* _Instructions for the task_:
Locate every line in the records below that contains the word "margin", and copy each one.

[Data records]
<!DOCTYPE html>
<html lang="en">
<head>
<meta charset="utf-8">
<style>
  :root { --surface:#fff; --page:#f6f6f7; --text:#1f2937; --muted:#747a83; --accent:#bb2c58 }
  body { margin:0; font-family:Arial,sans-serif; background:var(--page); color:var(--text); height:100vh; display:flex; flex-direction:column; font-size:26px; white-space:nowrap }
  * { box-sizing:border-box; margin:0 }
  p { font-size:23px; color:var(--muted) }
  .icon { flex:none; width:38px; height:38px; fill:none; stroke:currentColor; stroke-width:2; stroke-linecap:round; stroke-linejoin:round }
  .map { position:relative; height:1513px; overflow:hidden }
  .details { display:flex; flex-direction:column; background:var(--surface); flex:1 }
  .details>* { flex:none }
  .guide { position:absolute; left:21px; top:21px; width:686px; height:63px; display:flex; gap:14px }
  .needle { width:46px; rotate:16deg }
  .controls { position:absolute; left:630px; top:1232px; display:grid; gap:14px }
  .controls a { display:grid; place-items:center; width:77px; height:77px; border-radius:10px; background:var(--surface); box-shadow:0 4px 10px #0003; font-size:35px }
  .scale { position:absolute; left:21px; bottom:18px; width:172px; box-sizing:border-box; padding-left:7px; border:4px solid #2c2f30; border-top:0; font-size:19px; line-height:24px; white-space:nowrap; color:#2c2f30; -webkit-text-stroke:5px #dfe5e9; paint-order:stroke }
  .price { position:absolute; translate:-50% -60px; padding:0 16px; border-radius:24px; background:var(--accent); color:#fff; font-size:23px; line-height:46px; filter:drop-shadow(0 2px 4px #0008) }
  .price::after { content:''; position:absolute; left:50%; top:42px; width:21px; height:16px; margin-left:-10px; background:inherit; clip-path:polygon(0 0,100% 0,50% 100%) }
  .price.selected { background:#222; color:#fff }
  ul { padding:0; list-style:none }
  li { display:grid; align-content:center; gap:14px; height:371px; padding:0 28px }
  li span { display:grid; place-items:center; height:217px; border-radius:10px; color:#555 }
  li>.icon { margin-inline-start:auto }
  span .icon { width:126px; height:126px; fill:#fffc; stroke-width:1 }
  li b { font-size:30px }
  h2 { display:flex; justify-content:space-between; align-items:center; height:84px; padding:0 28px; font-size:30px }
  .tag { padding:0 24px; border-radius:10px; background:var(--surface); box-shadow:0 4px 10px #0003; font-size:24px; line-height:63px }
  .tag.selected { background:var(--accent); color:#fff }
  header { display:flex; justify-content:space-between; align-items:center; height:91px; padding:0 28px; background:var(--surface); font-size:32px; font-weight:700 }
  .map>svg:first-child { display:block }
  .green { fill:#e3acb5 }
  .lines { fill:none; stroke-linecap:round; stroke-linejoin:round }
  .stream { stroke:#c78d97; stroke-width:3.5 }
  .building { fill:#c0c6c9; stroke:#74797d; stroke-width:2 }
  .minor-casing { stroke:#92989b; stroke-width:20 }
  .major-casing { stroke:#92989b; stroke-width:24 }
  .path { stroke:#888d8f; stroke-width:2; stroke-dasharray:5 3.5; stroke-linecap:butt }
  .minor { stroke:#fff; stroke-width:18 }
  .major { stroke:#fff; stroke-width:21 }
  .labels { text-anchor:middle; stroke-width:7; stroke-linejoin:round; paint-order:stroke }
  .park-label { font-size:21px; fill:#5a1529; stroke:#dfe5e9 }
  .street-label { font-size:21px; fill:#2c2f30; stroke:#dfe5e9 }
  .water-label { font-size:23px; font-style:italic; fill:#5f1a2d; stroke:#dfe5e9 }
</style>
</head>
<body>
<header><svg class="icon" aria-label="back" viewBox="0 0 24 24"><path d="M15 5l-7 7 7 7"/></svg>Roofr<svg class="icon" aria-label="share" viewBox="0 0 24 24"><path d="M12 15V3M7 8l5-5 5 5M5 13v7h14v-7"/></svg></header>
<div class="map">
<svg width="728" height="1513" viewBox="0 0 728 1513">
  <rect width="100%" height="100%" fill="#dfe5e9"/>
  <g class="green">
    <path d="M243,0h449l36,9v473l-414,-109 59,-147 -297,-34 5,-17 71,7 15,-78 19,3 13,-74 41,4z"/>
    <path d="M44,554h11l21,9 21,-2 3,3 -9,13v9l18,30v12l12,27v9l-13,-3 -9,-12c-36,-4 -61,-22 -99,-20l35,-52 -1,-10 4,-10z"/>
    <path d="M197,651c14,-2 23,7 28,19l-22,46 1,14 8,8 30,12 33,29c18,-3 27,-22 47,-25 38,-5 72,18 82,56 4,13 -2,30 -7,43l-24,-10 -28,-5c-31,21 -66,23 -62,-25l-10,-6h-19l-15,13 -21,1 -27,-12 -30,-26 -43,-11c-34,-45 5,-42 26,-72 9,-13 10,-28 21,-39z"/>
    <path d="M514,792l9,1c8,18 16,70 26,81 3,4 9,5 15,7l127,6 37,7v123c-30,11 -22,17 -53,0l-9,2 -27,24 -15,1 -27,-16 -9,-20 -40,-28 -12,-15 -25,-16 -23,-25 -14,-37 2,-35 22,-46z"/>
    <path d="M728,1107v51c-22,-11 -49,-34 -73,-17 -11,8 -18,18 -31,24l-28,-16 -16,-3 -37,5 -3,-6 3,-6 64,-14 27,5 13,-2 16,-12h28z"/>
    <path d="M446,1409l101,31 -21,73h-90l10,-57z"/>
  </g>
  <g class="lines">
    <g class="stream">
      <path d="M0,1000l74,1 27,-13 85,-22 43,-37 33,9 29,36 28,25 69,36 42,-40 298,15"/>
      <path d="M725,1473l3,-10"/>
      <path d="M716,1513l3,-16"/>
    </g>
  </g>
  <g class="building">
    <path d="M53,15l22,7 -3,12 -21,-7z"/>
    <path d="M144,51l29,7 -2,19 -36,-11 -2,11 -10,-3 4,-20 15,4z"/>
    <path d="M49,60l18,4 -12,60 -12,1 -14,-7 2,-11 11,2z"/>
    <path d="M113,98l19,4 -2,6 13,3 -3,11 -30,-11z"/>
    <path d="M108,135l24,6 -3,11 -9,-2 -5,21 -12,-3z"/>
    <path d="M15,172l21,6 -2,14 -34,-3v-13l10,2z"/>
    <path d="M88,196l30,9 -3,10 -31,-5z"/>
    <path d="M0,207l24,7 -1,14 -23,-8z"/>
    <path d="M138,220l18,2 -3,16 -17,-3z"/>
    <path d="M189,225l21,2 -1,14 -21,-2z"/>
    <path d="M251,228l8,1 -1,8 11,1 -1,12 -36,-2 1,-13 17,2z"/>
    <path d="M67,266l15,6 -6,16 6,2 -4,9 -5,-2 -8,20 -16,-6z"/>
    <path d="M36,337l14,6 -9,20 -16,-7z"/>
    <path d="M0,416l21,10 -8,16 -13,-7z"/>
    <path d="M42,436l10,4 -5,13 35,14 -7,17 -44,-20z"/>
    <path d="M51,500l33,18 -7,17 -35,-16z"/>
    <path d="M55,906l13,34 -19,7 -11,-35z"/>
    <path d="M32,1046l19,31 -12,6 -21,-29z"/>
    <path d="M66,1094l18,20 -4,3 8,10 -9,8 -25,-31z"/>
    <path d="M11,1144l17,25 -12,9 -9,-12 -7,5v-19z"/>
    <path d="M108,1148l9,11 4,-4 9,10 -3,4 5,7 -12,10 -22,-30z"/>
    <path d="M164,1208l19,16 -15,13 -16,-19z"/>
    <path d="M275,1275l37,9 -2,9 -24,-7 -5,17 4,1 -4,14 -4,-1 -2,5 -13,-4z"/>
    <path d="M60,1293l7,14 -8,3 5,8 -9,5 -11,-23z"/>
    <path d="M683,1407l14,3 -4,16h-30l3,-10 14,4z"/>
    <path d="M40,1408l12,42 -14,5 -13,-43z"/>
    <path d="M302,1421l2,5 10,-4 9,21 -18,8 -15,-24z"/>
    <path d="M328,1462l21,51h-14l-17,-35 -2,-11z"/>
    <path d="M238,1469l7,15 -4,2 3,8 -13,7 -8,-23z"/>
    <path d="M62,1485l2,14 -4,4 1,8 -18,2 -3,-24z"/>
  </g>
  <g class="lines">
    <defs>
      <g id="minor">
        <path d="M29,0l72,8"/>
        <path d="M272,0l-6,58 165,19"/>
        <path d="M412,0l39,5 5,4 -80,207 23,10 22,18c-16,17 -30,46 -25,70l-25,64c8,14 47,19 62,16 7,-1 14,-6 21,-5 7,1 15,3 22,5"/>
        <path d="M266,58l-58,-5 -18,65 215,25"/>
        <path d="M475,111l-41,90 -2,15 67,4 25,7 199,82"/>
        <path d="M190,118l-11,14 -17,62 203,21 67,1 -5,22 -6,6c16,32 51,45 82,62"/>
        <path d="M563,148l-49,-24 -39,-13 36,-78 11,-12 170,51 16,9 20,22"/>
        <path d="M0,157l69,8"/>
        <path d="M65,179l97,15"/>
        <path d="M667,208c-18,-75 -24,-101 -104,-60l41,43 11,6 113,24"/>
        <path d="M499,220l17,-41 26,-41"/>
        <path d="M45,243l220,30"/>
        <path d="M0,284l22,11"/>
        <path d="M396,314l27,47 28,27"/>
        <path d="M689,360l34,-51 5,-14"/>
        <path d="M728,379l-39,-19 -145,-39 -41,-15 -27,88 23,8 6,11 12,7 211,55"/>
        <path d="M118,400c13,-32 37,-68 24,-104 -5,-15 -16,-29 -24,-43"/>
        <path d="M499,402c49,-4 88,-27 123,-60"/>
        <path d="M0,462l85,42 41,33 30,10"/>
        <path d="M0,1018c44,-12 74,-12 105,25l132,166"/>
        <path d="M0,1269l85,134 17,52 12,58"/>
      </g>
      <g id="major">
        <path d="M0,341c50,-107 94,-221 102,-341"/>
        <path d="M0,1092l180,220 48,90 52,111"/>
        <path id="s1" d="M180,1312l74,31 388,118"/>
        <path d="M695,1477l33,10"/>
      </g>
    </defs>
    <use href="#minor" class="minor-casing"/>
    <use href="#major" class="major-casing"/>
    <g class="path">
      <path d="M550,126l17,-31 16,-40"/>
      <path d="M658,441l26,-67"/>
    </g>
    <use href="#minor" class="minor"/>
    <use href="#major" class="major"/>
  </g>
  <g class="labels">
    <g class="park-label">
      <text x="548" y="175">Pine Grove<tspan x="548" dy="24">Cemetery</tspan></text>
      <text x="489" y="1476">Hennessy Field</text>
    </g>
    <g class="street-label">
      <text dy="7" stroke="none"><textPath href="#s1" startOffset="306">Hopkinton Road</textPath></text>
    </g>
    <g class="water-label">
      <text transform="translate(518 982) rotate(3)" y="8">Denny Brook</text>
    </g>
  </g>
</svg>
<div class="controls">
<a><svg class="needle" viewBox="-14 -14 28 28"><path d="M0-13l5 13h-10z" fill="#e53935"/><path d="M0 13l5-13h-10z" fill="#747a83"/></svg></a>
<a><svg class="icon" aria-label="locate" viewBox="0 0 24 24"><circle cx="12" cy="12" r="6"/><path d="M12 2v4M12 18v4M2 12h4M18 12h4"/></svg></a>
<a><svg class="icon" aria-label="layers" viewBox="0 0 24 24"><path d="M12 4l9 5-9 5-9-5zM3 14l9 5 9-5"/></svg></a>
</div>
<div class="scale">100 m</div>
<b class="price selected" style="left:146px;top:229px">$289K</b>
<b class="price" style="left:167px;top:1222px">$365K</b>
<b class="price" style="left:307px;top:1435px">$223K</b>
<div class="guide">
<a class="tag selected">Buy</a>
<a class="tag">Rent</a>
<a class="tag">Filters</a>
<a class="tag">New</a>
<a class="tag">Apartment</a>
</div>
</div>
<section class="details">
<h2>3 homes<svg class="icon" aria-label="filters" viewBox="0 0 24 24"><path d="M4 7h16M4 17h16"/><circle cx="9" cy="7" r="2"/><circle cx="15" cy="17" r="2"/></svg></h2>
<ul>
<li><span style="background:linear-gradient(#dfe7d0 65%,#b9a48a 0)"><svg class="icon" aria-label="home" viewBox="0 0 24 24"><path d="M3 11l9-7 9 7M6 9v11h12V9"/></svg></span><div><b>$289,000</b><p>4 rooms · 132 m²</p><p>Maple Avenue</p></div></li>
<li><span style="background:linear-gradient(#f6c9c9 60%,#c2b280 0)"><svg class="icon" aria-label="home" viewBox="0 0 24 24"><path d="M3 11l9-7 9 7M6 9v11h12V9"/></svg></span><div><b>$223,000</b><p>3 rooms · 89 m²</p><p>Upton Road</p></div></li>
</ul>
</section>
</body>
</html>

* _Response_:
  body { margin:0; font-family:Arial,sans-serif; background:var(--page); color:var(--text); height:100vh; display:flex; flex-direction:column; font-size:26px; white-space:nowrap }
  * { box-sizing:border-box; margin:0 }
  .price::after { content:''; position:absolute; left:50%; top:42px; width:21px; height:16px; margin-left:-10px; background:inherit; clip-path:polygon(0 0,100% 0,50% 100%) }
  li>.icon { margin-inline-start:auto }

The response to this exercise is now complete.